Strange is an award-winning composer, Aspen Ideas Festival Scholar, and a featured composer with Alternative Motion Project for six years. The Cedar Cultural Center, International renowned artist Seitu Jones via the McKnight Foundation, Ananya Dance Theatre, is among his most recent commissioners. In 2017, Strange premiered his first full-length opera, Mother King, inspired by the life and death of Alberta Williams King with his upstart opera collective, OperaRising 52. He has also been a featured writing contributor with Pollen Midwest and Nourrir Magazine. Aside from his creative pursuits, Strange is an arts advocate with anti-racism as a foundation and a creative consultant to leaders and organizations in the for-profit, nonprofit and public sectors. Dameun currently is Director of Community and Belonging for the American Composers Forum.

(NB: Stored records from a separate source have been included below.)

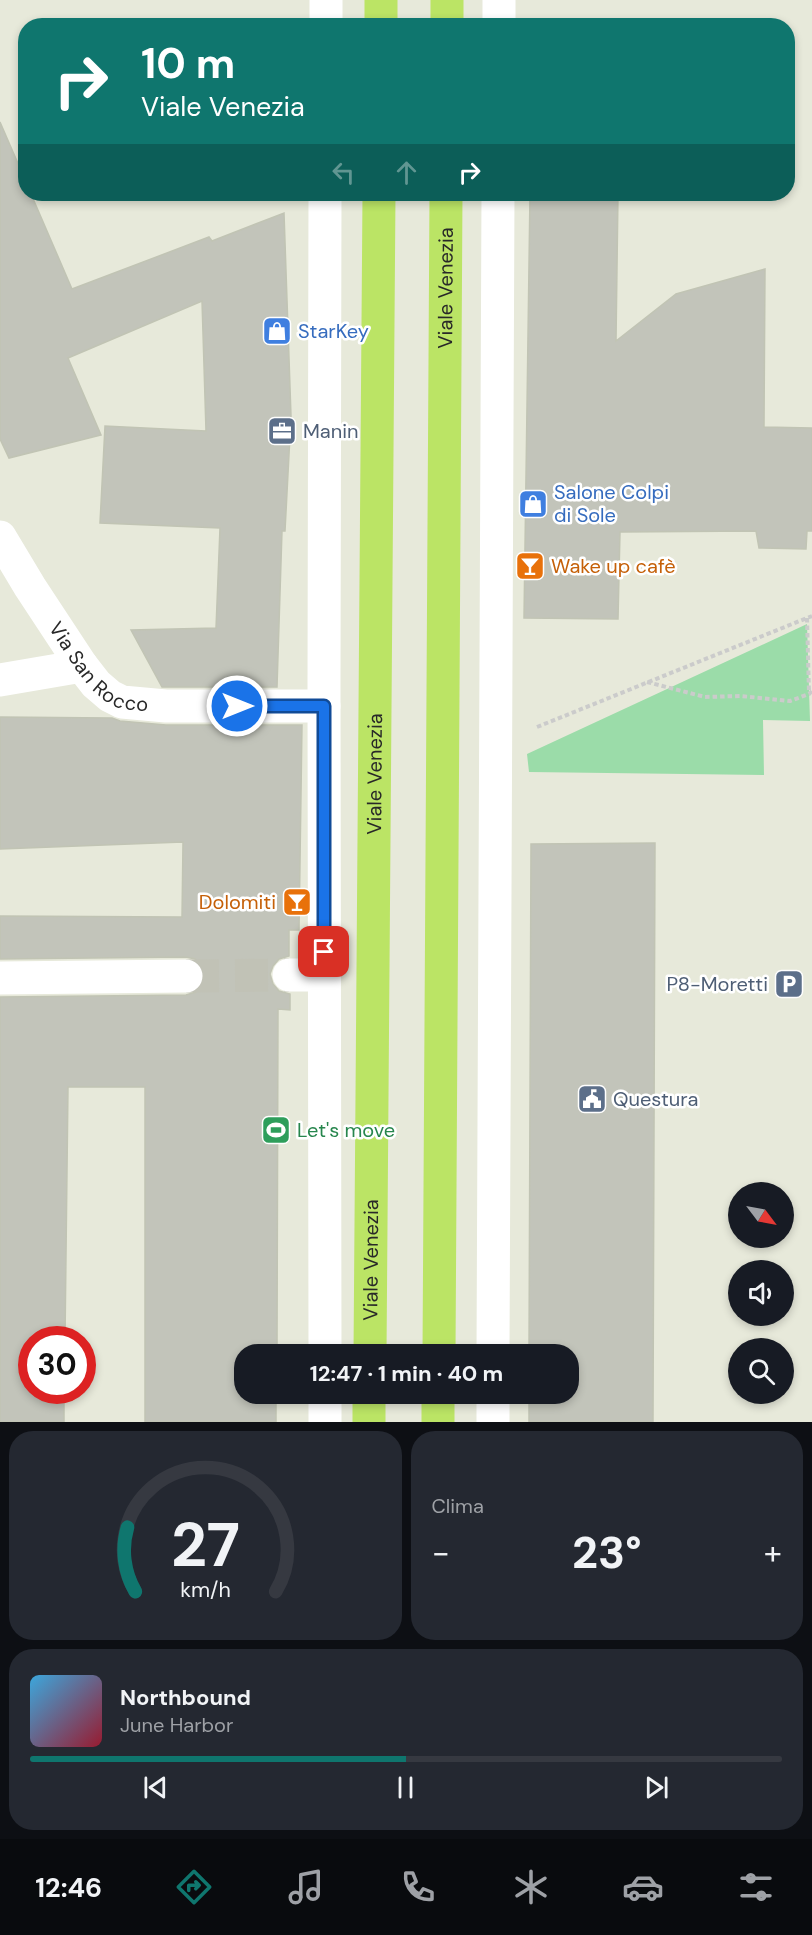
<!DOCTYPE html>
<html lang="it">
<head>
<meta charset="utf-8">
<style>
  body { margin:0; font-family:"DM Sans",sans-serif; background:#242831; color:#f1f3f6; height:100vh; display:flex; flex-direction:column; font-size:22px; white-space:nowrap }
  * { box-sizing:border-box; margin:0 }
  p { font-size:20px; color:#9ea1a6 }
  .icon { flex:none; width:33px; height:33px; fill:none; stroke:currentColor; stroke-width:2; stroke-linecap:round; stroke-linejoin:round }
  .map { position:relative; height:1422px; overflow:hidden }
  .details { display:flex; flex-direction:column; gap:9px; padding:9px; background:#0d0f14; flex:1 }
  .details>* { flex:none }
  .banner { position:absolute; left:18px; top:18px; width:777px; height:183px; border-radius:24px; box-shadow:0 3px 9px #0003; background:#0f766e; color:#fff; overflow:hidden }
  .needle { width:39px; rotate:122deg }
  .fabs { position:absolute; left:728px; top:1182px; display:grid; gap:12px }
  .fabs a { display:grid; place-items:center; width:66px; height:66px; border-radius:50%; background:#171b24; box-shadow:0 3px 9px #0003; font-size:30px }
  .speed { position:absolute; left:18px; top:1326px; display:flex; gap:12px; font-size:30px; font-weight:700; text-align:center }
  .speed>* { display:grid; place-content:center; width:78px; height:78px; border-radius:50%; background:#171b24; box-shadow:0 3px 9px #0003; line-height:1 }
  .speed .limit { border:9px solid #d22; background:#fff; color:#111 }
  .pin { position:absolute; display:grid; place-items:center; width:51px; height:51px; color:#fff; margin:-26px; border-radius:12px; box-shadow:0 3px 9px #0006 }
  .me { position:absolute; width:66px; margin:-33px; rotate:90deg; stroke-linejoin:round; filter:drop-shadow(0 0 4px #0008) }
  .turn { display:flex; align-items:center; gap:21px; height:126px; padding:0 24px; font-size:27px }
  .turn .icon { width:78px; height:78px; stroke-width:2.5 }
  .turn b { display:block; font-size:42px; line-height:51px }
  .lanes { display:flex; align-items:center; height:57px; padding:0 24px; background:#0003; justify-content:center; gap:30px; direction:ltr }
  .lanes .off { opacity:.35 }
  .big { font-size:45px; font-weight:700; line-height:1.1 }
  .details .card { flex:1; display:flex; flex-direction:column; justify-content:center; gap:9px; min-width:0; padding:0 21px; border-radius:24px; background:#242831 }
  .details .dial { align-items:center; gap:0 }
  .dial svg { height:156px; overflow:visible; fill:none; stroke:#363941; stroke-width:7; stroke-linecap:round; text-anchor:middle }
  .dial text { fill:#f1f3f6; stroke:none }
  .song { display:flex; align-items:center; gap:18px }
  .cover { width:72px; height:72px; border-radius:9px; background:linear-gradient(135deg,hsl(200 70% 55%),hsl(350 70% 35%)) }
  .played { height:6px; border-radius:3px; background:linear-gradient(90deg,#0f766e 50%,#363941 50%) }
  .keys { display:flex; justify-content:space-around; direction:ltr }
  .heat { display:flex; justify-content:space-between; align-items:center; font-size:33px; direction:ltr }
  .details .tiles { flex:1; display:grid; gap:9px; grid-template-columns:1fr 1fr }
  .card:last-child { grid-column:span 2 }
  .trip { position:absolute; left:234px; top:1344px; width:345px; height:60px; border-radius:24px; background:#171b24; box-shadow:0 3px 9px #0003; font-weight:700; line-height:60px; text-align:center }
  .tab-bar { display:flex; height:96px; justify-content:space-around; align-items:center; background:#090b0e; color:#9ea1a6 }
  .tab-bar .icon { width:42px; height:42px }
  .tab-bar .selected { color:#0f766e }
  .tab-bar b { font-size:27px; color:#f1f3f6 }
  .map>svg:first-child { display:block }
  .green { fill:#9bdca9 }
  .building { fill:#c2c4ba; stroke:#c1c4b4; stroke-width:1.5 }
  .lines { fill:none; stroke-linecap:round; stroke-linejoin:round }
  .minor-tunnel { stroke:#c1c2b6; stroke-width:33; stroke-dasharray:33 16; stroke-linecap:butt }
  .path { stroke:#cbcbcb; stroke-width:4; stroke-dasharray:4.5 3; stroke-linecap:butt }
  .minor { stroke:#fff; stroke-width:33 }
  .major { stroke:#bbe465; stroke-width:33 }
  .route-casing { stroke:#114b97; stroke-width:15 }
  .route { stroke:#1a73e8; stroke-width:10 }
  .labels { text-anchor:middle; dominant-baseline:central; stroke-width:5; stroke-linejoin:round; paint-order:stroke }
  .street-label { font-size:20px; fill:#282828; stroke:#fff }
  .shop-label { font-size:20px; fill:#366cbe; stroke:#fff; text-anchor:start }
  .service-label { font-size:20px; fill:#4e5e75; stroke:#fff; text-anchor:start }
  .food-label { font-size:20px; fill:#c56008; stroke:#fff; text-anchor:start }
  .leisure-label { font-size:20px; fill:#27864d; stroke:#fff; text-anchor:start }
</style>
</head>
<body>
<div class="map">
<svg width="812" height="1422" viewBox="0 0 812 1422">
  <rect width="100%" height="100%" fill="#e7e9da"/>
  <path class="green" d="M807,624L810,721L763,720L764,775L529,772L527,754Z"/>
  <path class="building" d="M0,122L26,182V194H31L72,289L209,237L212,241L284,213L291,416L285,531H282L277,687H162L131,630L216,628L220,528L100,523L105,426L206,431L202,301L68,358L101,435L9,458L0,439Z
    M530,194H618L616,341L676,294L765,269L764,427L812,428V531H807L806,549L759,548L756,531L620,532L618,619L524,618Z
    M0,717L112,718L120,721L166,725H302L299,930H289V956L279,959L273,966L270,974L273,984L279,991L290,994V1010L278,1009L277,1354H244V1394H276V1422H145V1087H68L65,1340H32V1390H64V1422H0V997L186,995L196,992L203,985L205,976L202,966L195,959L186,957L0,959V916L182,917L183,842L0,849Z
    M655,843L653,1422H529V1394H568V1354H529L531,844Z"/>
  <g class="lines">
    <path class="minor-tunnel" d="M186,976L289,975"/>
    <path class="path" d="M807,618L809,693
      M647,682L705,697L741,696L790,701L809,694L812,691
      M537,727L812,616"/>
    <g class="minor">
      <path d="M326,26V0"/>
      <path d="M499,26V0"/>
      <path id="s1" d="M0,537L30,587L82,666L96,684L110,696L122,702L166,706H324"/>
      <path d="M0,680L82,666"/>
      <path d="M289,975H324"/>
      <path d="M0,978L186,976"/>
      <path d="M325,1354L324,685L325,194"/>
      <path d="M493,1354L498,194"/>
      <path d="M325,1394V1422"/>
      <path d="M493,1422V1394"/>
    </g>
    <g class="major">
      <path d="M381,26V0"/>
      <path d="M447,26V0"/>
      <path id="s2" d="M370,1354L379,194"/>
      <path id="s3" d="M439,1354L446,194"/>
      <path d="M369,1422V1394"/>
      <path d="M438,1422V1394"/>
    </g>
  </g>
  <g class="lines">
    <g class="route-casing">
      <path id="route" d="M237,706H324V952"/>
    </g>
    <use href="#route" class="route"/>
  </g>
  <defs>
    <g id="shop-square" transform="scale(1.5)"><rect x="-9" y="-9" width="18" height="18" rx="4" fill="#3f7fe0" stroke="#fff"/><path d="M-5-2.5h2.3a2.7 3.5 0 0 1 5.4 0H5L5.5 6h-11ZM-1.5-2.5h3a1.5 2.3 0 0 0-3 0Z" fill="#fff"/></g>
    <g id="office-square" transform="scale(1.5)"><rect x="-9" y="-9" width="18" height="18" rx="4" fill="#5c6f8a" stroke="#fff"/><path d="M-6-3h4V-5.5h4V-3h4V5H-6ZM-1-4.5V-3h2v-1.5ZM-6 0V1H6V0Z" fill="#fff"/></g>
    <g id="bar-square" transform="scale(1.5)"><rect x="-9" y="-9" width="18" height="18" rx="4" fill="#e8710a" stroke="#fff"/><path d="M-6-5H6L.8 .8V4.5H3.5V6h-7V4.5H-.8V.8Z" fill="#fff"/></g>
    <g id="parking-square" transform="scale(1.5)"><rect x="-9" y="-9" width="18" height="18" rx="4" fill="#5c6f8a" stroke="#fff"/><path d="M-3.5-5.5H1a3.5 3.5 0 0 1 0 7H-1V5.5H-3.5ZM-1-3.4V-.6H.8a1.4 1.4 0 0 0 0-2.8Z" fill="#fff"/></g>
    <g id="civic-square" transform="scale(1.5)"><rect x="-9" y="-9" width="18" height="18" rx="4" fill="#5c6f8a" stroke="#fff"/><path d="M-.6-6.5H3V-4.5H.6V-3L4-1V1h2V6H-6V1h2V-1L-.6-3ZM-1.2 2.5V6h2.4V2.5Z" fill="#fff"/></g>
    <g id="stadium-square" transform="scale(1.5)"><rect x="-9" y="-9" width="18" height="18" rx="4" fill="#2e9e5b" stroke="#fff"/><path d="M0-5a6.5 5 0 1 0 0 10a6.5 5 0 1 0 0-10ZM-3.5-1.8h7v3.6h-7Z" fill="#fff"/></g>
  </defs>
  <g fill-rule="evenodd">
    <use href="#shop-square" x="277" y="331"/>
    <use href="#office-square" x="282" y="431"/>
    <use href="#shop-square" x="533" y="504"/>
    <use href="#bar-square" x="530" y="566"/>
    <use href="#bar-square" x="297" y="902"/>
    <use href="#parking-square" x="789" y="984"/>
    <use href="#civic-square" x="592" y="1099"/>
    <use href="#stadium-square" x="276" y="1130"/>
  </g>
  <g class="labels">
    <g class="street-label">
      <text stroke="none"><textPath href="#s3" startOffset="1066">Viale Venezia</textPath></text>
      <text stroke="none"><textPath href="#s1" startOffset="168">Via San Rocco</textPath></text>
      <text stroke="none"><textPath href="#s2" startOffset="580">Viale Venezia</textPath></text>
      <text stroke="none"><textPath href="#s2" startOffset="94">Viale Venezia</textPath></text>
    </g>
    <g class="shop-label">
      <text x="298" y="331">StarKey</text>
      <text x="554" y="492">Salone Colpi<tspan x="554" dy="23">di Sole</tspan></text>
    </g>
    <g class="service-label">
      <text x="303" y="431">Manin</text>
      <text x="768" y="984" text-anchor="end">P8-Moretti</text>
      <text x="613" y="1099">Questura</text>
    </g>
    <g class="food-label">
      <text x="551" y="566">Wake up cafè</text>
      <text x="276" y="902" text-anchor="end">Dolomiti</text>
    </g>
    <g class="leisure-label">
      <text x="297" y="1130">Let's move</text>
    </g>
  </g>
</svg>
<div class="fabs">
<a><svg class="needle" viewBox="-14 -14 28 28"><path d="M0-13l5 13h-10z" fill="#e53935"/><path d="M0 13l5-13h-10z" fill="#9ea1a6"/></svg></a>
<a><svg class="icon" aria-label="sound" viewBox="0 0 24 24"><path d="M4 9h4l5-4v14l-5-4H4zM17 9q2 3 0 6"/></svg></a>
<a><svg class="icon" aria-label="search" viewBox="0 0 24 24"><circle cx="10" cy="10" r="6"/><path d="M15 15l6 6"/></svg></a>
</div>
<div class="speed"><div class="limit">30</div></div>
<div class="pin" style="left:324px;top:952px;background:#d93025"><svg class="icon" aria-label="arrive" viewBox="0 0 24 24"><path d="M6 21V4h12l-3 4 3 4H6"/></svg></div>
<svg class="me" style="left:237px;top:706px" viewBox="-20 -20 40 40"><circle r="17" fill="#1a73e8" stroke="#fff" stroke-width="3"/><path d="M0-11L8 9 0 5-8 9z" fill="#fff"/></svg>
<div class="trip">12:47 · 1 min · 40 m</div>
<div class="banner">
<div class="turn"><svg class="icon" aria-label="right" viewBox="0 0 24 24"><path d="M7 20v-9h11M14 6l5 5-5 5"/></svg><div><b>10 m</b>Viale Venezia</div></div>
<div class="lanes"><svg class="icon off" aria-label="left" viewBox="0 0 24 24"><path d="M17 20v-9H6M10 6l-5 5 5 5"/></svg><svg class="icon off" aria-label="ahead" viewBox="0 0 24 24"><path d="M12 20V5M6 11l6-6 6 6"/></svg><svg class="icon" aria-label="right" viewBox="0 0 24 24"><path d="M7 20v-9h11M14 6l5 5-5 5"/></svg></div>
</div>
</div>
<section class="details">
<div class="tiles">
<div class="card dial"><svg viewBox="0 0 100 80">
<path d="M14 69A42 42 0 1 1 86 69"/>
<path d="M14 69A42 42 0 0 1 10 36" stroke="#0f766e"/>
<text x="50" y="56" font-size="32" font-weight="700">27</text>
<text x="50" y="72" font-size="11">km/h</text>
</svg></div>
<div class="card"><p>Clima</p>
<div class="heat"><a>−</a><b class="big">23°</b><a>+</a></div>
</div>
<div class="card">
<div class="song"><i class="cover"></i><div><b>Northbound</b><p>June Harbor</p></div></div>
<div class="played"></div>
<div class="keys"><svg class="icon" aria-label="previous" viewBox="0 0 24 24"><path d="M18 5L8 12l10 7zM5 5v14"/></svg><svg class="icon" aria-label="pause" viewBox="0 0 24 24"><path d="M8 5v14M16 5v14"/></svg><svg class="icon" aria-label="next" viewBox="0 0 24 24"><path d="M6 5l10 7-10 7zM19 5v14"/></svg></div>
</div>
</div>
</section>
<nav class="tab-bar">
<b>12:46</b>
<svg class="icon selected" aria-label="directions" viewBox="0 0 24 24"><path d="M12 3l9 9-9 9-9-9zM9 14v-3h6M13 9l2 2-2 2"/></svg>
<svg class="icon" aria-label="music" viewBox="0 0 24 24"><path d="M9 18V5l10-2v13"/><circle cx="6" cy="18" r="3"/><circle cx="16" cy="16" r="3"/></svg>
<svg class="icon" aria-label="phone" viewBox="0 0 24 24"><path d="M5 4h4l2 5-3 2q2 4 5 5l2-3 5 2v4C11 20 4 13 5 4z"/></svg>
<svg class="icon" aria-label="climate" viewBox="0 0 24 24"><path d="M12 3v18M4 7l16 10M4 17L20 7"/></svg>
<svg class="icon" aria-label="car" viewBox="0 0 24 24"><path d="M5 17H2v-5l4-1 3-4h7l3 4 3 1v5h-3M9 17h6M6 11h13"/><circle cx="7" cy="17" r="2"/><circle cx="17" cy="17" r="2"/></svg>
<svg class="icon" aria-label="filters" viewBox="0 0 24 24"><path d="M4 7h16M4 17h16"/><circle cx="9" cy="7" r="2"/><circle cx="15" cy="17" r="2"/></svg>
</nav>
</body>
</html>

Strange graduated from Macalester College with a Bachelor’s of Art in music, focusing on African drumming and composition and English (poetry writing). He has worked with such artists as J. Otis Powell, Ananya Chatterjea, Sage Francis, Sha Cage, Leslie Parker and has been a featured performer on concerts celebrating the work of Thurston Moore and Henry Threadgill. Dameun is a 2018 recipient of the American Composers Forum Create Grant and the 2019 Jerome Hill Fellowship.
About Sun Yung Shin
She/Her | 신 선 영 Sun Yung Shin is a poet and collaborative artist. Her fourth book of poems, The Wet Hex, will be published by Coffee House Press in 2022. She is the editor of three prose anthologies: What We Hunger For: Refugee & Immigrant Stories about Food & Family; A Good Time for the Truth: Race in Minnesota; Outsiders Within: Writing on Transracial Adoption; as well as the author of two books for children. She is the maker behind Tyger Tyger Jewelry, which is sold at Chicago Avenue Fire Arts Center and online on IG and tygertygerstudio.com. She is also a community healing practitioner & bodyworker, creative writing teacher, and equity consultant. With poet Su Hwang she co-directs Poetry Asylum in Minneapolis.